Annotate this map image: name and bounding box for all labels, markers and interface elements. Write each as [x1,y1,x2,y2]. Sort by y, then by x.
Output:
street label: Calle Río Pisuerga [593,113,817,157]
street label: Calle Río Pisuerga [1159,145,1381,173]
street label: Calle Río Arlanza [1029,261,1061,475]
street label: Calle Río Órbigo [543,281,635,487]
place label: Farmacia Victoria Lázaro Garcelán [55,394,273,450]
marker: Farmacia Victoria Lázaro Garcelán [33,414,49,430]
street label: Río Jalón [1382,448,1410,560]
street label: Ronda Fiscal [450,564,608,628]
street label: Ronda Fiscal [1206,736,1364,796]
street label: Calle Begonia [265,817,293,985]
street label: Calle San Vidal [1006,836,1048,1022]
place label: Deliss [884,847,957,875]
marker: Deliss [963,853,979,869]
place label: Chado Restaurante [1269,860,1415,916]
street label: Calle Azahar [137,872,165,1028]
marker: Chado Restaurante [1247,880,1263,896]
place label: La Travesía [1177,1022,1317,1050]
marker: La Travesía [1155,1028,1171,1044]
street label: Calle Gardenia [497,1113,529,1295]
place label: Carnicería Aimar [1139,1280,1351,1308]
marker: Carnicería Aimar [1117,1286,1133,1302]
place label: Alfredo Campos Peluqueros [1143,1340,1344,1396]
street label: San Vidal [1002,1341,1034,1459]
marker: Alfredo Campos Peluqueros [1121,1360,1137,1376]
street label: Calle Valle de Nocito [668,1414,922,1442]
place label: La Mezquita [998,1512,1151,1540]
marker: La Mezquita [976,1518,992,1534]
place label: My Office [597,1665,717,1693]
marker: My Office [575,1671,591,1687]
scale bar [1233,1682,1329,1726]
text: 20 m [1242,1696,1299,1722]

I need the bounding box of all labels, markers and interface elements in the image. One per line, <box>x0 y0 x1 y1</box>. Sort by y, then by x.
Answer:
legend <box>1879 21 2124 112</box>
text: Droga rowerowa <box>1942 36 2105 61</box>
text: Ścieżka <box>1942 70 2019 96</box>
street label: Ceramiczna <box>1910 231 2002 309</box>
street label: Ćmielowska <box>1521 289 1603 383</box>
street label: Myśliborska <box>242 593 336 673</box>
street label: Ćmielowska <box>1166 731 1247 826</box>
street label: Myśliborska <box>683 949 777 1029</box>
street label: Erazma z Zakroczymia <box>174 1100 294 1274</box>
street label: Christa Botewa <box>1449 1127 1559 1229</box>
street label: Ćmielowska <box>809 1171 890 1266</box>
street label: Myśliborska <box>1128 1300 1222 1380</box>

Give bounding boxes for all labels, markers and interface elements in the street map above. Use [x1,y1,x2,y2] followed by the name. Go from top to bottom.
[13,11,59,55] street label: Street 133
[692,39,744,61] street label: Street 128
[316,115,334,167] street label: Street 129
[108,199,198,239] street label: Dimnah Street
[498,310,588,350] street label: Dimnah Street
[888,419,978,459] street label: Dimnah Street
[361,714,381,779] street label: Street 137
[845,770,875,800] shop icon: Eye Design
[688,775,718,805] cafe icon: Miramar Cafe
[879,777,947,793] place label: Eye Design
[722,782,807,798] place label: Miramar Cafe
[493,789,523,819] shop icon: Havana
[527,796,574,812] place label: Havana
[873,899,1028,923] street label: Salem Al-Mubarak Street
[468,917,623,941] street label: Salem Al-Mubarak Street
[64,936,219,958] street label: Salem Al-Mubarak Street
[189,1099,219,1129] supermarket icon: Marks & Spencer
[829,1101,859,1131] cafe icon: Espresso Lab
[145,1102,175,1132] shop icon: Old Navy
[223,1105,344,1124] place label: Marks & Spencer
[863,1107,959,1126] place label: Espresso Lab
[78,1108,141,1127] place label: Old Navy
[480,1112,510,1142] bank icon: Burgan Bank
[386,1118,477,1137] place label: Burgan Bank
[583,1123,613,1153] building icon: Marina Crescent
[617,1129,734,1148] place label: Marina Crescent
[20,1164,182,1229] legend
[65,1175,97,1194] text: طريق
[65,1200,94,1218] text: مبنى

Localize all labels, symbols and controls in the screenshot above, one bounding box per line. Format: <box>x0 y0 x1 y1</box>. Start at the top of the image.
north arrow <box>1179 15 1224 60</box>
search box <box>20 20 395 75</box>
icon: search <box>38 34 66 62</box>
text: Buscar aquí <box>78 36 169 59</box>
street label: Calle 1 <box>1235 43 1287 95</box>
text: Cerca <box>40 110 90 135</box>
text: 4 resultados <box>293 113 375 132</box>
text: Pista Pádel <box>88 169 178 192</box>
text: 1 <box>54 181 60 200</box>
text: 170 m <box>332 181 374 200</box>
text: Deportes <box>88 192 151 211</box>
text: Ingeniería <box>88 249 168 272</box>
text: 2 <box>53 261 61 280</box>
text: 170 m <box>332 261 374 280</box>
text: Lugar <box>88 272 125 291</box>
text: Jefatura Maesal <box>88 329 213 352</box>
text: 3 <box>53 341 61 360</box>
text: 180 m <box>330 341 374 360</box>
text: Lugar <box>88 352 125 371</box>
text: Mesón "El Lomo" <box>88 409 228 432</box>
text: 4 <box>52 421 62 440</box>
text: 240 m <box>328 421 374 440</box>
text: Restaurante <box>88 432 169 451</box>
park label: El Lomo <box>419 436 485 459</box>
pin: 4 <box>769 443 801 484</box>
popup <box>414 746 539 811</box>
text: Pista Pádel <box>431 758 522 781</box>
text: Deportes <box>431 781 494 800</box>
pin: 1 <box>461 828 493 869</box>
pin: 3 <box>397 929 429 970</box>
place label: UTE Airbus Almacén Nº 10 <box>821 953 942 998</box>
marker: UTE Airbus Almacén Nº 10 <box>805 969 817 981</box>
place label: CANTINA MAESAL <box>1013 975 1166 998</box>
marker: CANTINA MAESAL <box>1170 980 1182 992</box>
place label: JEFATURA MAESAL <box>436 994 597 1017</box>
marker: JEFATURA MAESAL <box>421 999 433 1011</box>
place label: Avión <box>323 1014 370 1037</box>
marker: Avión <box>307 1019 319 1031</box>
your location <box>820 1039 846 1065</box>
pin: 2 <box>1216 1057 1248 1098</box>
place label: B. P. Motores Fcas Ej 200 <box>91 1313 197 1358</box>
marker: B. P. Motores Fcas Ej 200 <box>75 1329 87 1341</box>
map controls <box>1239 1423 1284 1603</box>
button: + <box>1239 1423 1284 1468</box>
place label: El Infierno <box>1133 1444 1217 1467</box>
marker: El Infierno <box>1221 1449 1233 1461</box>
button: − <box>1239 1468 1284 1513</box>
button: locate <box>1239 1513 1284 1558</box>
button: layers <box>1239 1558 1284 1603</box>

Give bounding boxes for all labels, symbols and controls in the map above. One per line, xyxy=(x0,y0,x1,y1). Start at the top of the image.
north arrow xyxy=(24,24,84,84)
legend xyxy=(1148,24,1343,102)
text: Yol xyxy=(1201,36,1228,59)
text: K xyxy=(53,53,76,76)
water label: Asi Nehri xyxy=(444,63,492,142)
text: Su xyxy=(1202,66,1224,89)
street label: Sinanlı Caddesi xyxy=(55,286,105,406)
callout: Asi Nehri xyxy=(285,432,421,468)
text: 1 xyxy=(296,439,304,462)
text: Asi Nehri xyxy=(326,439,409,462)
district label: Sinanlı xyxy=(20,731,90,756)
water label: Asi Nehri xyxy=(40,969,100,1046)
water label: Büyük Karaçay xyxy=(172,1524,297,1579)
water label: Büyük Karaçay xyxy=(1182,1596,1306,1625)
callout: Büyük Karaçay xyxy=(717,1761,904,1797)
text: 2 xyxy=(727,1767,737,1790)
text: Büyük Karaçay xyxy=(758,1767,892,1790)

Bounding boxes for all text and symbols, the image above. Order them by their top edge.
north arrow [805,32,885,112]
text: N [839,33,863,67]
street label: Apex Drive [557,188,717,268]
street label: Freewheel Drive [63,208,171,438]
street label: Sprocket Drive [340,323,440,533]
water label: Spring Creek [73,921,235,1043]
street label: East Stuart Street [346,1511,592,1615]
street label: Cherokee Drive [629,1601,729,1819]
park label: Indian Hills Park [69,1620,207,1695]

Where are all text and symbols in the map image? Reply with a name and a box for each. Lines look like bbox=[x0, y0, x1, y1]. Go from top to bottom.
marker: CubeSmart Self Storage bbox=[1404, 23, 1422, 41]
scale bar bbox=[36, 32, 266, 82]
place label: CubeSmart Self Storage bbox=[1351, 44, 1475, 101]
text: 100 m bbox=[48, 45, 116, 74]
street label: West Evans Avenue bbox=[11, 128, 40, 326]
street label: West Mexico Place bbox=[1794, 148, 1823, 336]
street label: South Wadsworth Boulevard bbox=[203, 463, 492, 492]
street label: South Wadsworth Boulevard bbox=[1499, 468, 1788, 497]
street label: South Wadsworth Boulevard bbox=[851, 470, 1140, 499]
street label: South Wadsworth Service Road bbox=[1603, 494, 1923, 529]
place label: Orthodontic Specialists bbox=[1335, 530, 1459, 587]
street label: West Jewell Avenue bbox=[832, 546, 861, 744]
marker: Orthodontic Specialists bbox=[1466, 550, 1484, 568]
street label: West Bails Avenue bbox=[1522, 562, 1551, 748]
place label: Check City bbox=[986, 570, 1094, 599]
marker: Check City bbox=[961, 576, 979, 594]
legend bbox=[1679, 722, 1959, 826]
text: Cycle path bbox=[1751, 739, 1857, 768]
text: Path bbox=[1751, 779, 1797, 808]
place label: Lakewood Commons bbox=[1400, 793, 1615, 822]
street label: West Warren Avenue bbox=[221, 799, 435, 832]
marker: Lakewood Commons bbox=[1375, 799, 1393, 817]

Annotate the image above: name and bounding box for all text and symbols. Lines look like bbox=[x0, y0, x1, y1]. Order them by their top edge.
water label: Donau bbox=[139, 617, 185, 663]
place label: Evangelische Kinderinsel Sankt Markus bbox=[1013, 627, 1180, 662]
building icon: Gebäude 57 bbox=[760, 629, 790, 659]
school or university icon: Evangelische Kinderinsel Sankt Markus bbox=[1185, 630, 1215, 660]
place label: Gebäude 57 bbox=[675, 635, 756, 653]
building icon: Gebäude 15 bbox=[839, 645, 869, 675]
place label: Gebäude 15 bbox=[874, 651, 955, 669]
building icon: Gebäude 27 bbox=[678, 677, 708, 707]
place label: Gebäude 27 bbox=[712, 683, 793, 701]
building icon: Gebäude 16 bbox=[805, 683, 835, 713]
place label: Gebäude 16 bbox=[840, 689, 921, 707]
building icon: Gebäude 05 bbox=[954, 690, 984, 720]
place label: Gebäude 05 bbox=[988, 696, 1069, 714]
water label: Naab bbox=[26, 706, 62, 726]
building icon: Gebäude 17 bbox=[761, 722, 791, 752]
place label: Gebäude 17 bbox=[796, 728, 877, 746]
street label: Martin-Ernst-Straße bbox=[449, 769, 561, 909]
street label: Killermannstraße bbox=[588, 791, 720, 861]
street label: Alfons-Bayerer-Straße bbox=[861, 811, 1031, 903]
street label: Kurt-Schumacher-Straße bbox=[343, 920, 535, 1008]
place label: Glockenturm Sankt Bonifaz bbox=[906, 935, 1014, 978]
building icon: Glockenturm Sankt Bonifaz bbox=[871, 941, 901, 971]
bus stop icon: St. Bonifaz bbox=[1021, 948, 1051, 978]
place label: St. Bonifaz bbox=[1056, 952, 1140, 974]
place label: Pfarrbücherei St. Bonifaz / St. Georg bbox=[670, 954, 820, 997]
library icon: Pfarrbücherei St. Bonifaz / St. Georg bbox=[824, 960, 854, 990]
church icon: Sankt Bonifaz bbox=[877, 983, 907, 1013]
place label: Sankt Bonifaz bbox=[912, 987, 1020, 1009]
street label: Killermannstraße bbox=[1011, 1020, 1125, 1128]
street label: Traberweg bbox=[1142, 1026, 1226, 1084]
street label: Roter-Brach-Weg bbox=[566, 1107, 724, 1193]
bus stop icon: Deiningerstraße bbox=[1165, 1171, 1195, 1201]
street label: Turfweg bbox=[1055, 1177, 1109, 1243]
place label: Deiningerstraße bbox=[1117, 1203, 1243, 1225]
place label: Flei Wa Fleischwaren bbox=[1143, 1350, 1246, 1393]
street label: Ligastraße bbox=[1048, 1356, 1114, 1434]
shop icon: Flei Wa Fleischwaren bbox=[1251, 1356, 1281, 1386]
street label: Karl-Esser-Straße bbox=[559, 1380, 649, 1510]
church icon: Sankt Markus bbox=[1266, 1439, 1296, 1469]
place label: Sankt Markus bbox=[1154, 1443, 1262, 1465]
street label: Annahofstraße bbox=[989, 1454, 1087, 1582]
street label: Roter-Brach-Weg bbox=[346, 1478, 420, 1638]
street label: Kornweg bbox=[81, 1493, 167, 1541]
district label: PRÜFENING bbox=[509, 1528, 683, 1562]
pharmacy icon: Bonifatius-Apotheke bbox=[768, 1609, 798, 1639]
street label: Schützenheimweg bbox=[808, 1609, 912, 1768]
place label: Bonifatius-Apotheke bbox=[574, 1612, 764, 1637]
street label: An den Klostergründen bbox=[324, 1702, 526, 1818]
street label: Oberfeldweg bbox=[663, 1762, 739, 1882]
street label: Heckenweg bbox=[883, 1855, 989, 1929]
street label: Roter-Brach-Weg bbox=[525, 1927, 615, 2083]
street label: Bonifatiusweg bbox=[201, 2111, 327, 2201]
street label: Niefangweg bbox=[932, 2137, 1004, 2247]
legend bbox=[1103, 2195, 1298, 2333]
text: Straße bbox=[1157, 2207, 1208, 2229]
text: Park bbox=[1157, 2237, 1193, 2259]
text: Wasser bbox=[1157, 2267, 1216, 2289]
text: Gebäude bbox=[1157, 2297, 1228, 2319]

+ + + +

§ ASSIGNMENT
Go through the entries above and copy each line with "Burgan" in it.

§ THE COMPLETED TASK
[480,1112,510,1142] bank icon: Burgan Bank
[386,1118,477,1137] place label: Burgan Bank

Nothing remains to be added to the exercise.